Krugman: We can't accept healthcare reform without cost controls

In February, Paul Krugman argued that Obama’s stimulus package was too small and that passing a second stimulus package later would be incredibly difficult politically because Republicans would argue economic stimulus failed. I agreed with his logic.

Paul Krugman’s latest begins with a (completely warranted) I-told-you-so:

[S]ome of us warned about what might happen: if unemployment surpassed the administration’s optimistic projections, Republicans wouldn’t accept the need for more stimulus. Instead, they’d declare the whole economic policy a failure. And that’s exactly how it’s playing out.
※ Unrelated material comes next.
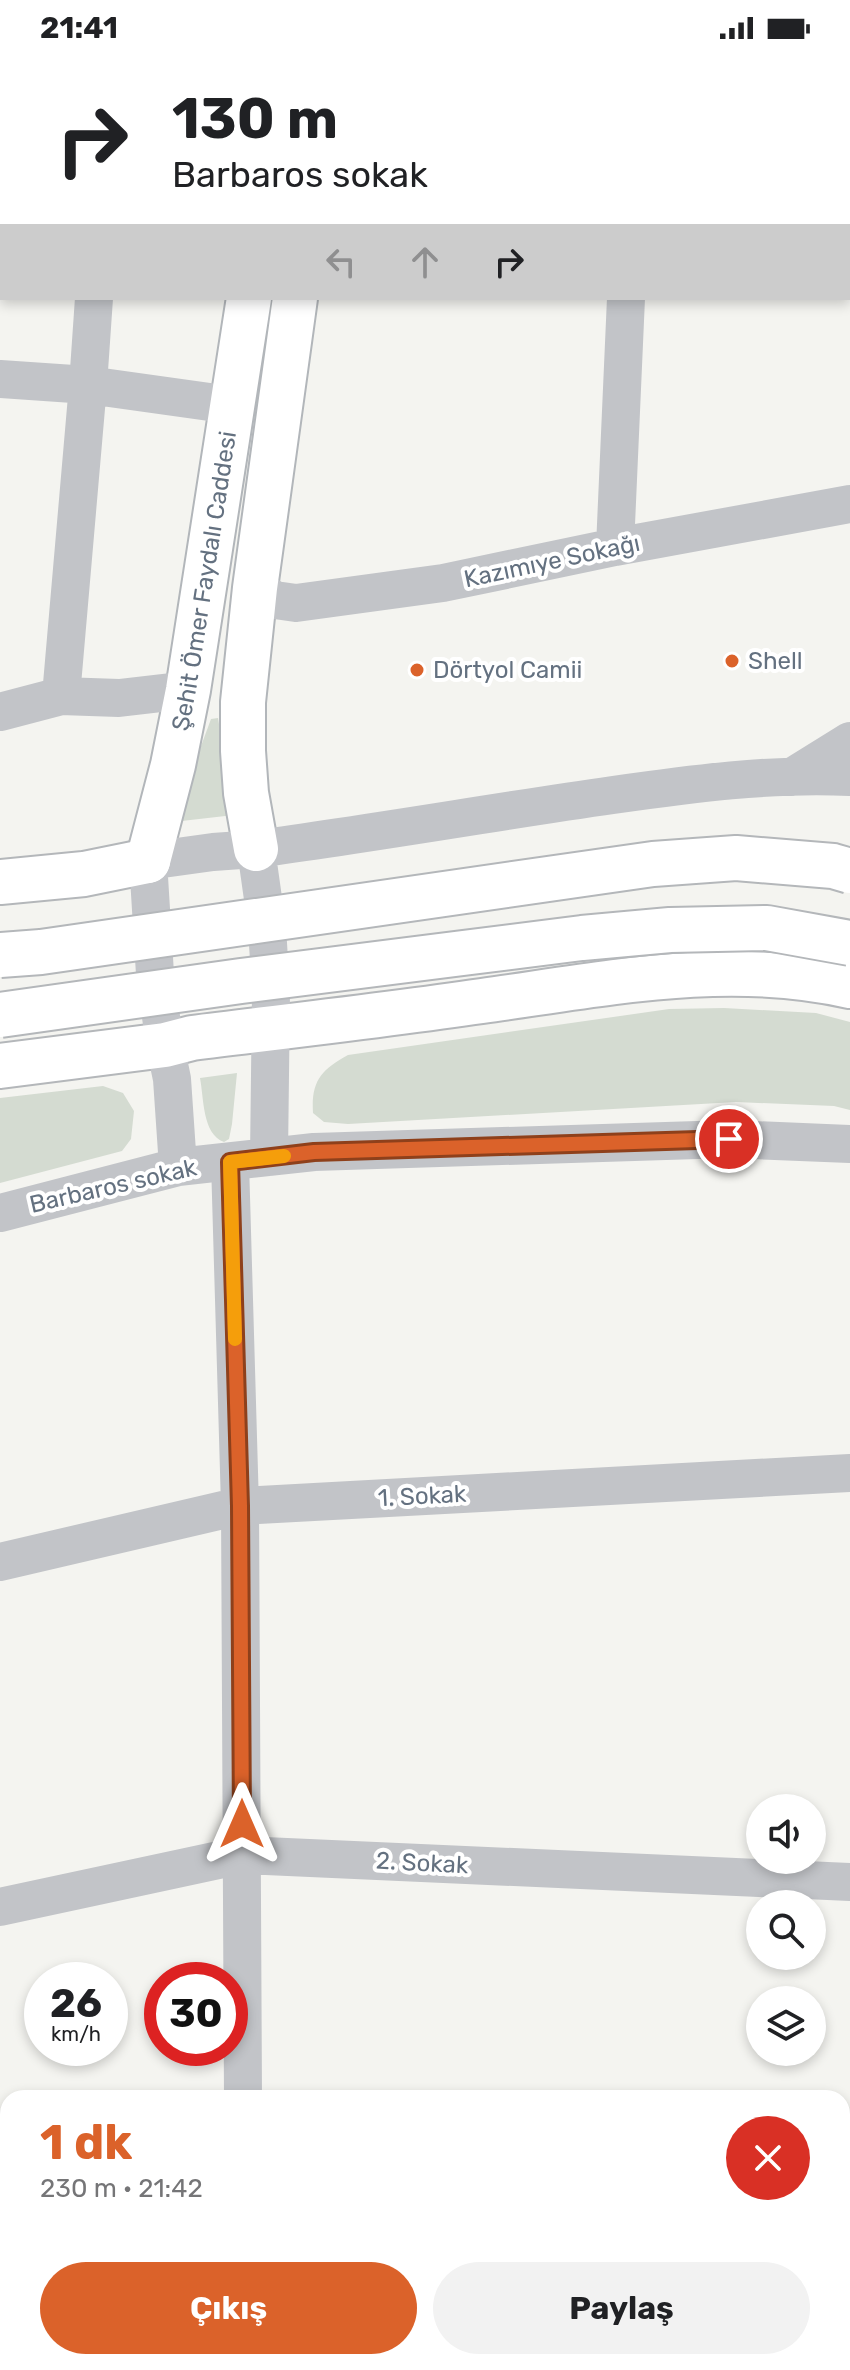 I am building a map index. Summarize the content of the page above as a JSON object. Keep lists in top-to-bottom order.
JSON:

With the unemployment rate now almost certain to pass 10 percent, there’s an overwhelming economic case for more stimulus. But as a political matter it’s going to be harder, not easier, to get that extra stimulus now than it would have been to get the plan right in the first place.

The point is that if you’re making big policy changes, the final form of the policy has to be good enough to do the job. You might think that half a loaf is always better than none — but it isn’t if the failure of half-measures ends up discrediting your whole policy approach.

Given Professor Nobel Prize’s supernatural ability to peer into the future, we should really pay attention to his warning against healthcare reform without a strong public (government-administered) health insurance option with the power to negotiate rates.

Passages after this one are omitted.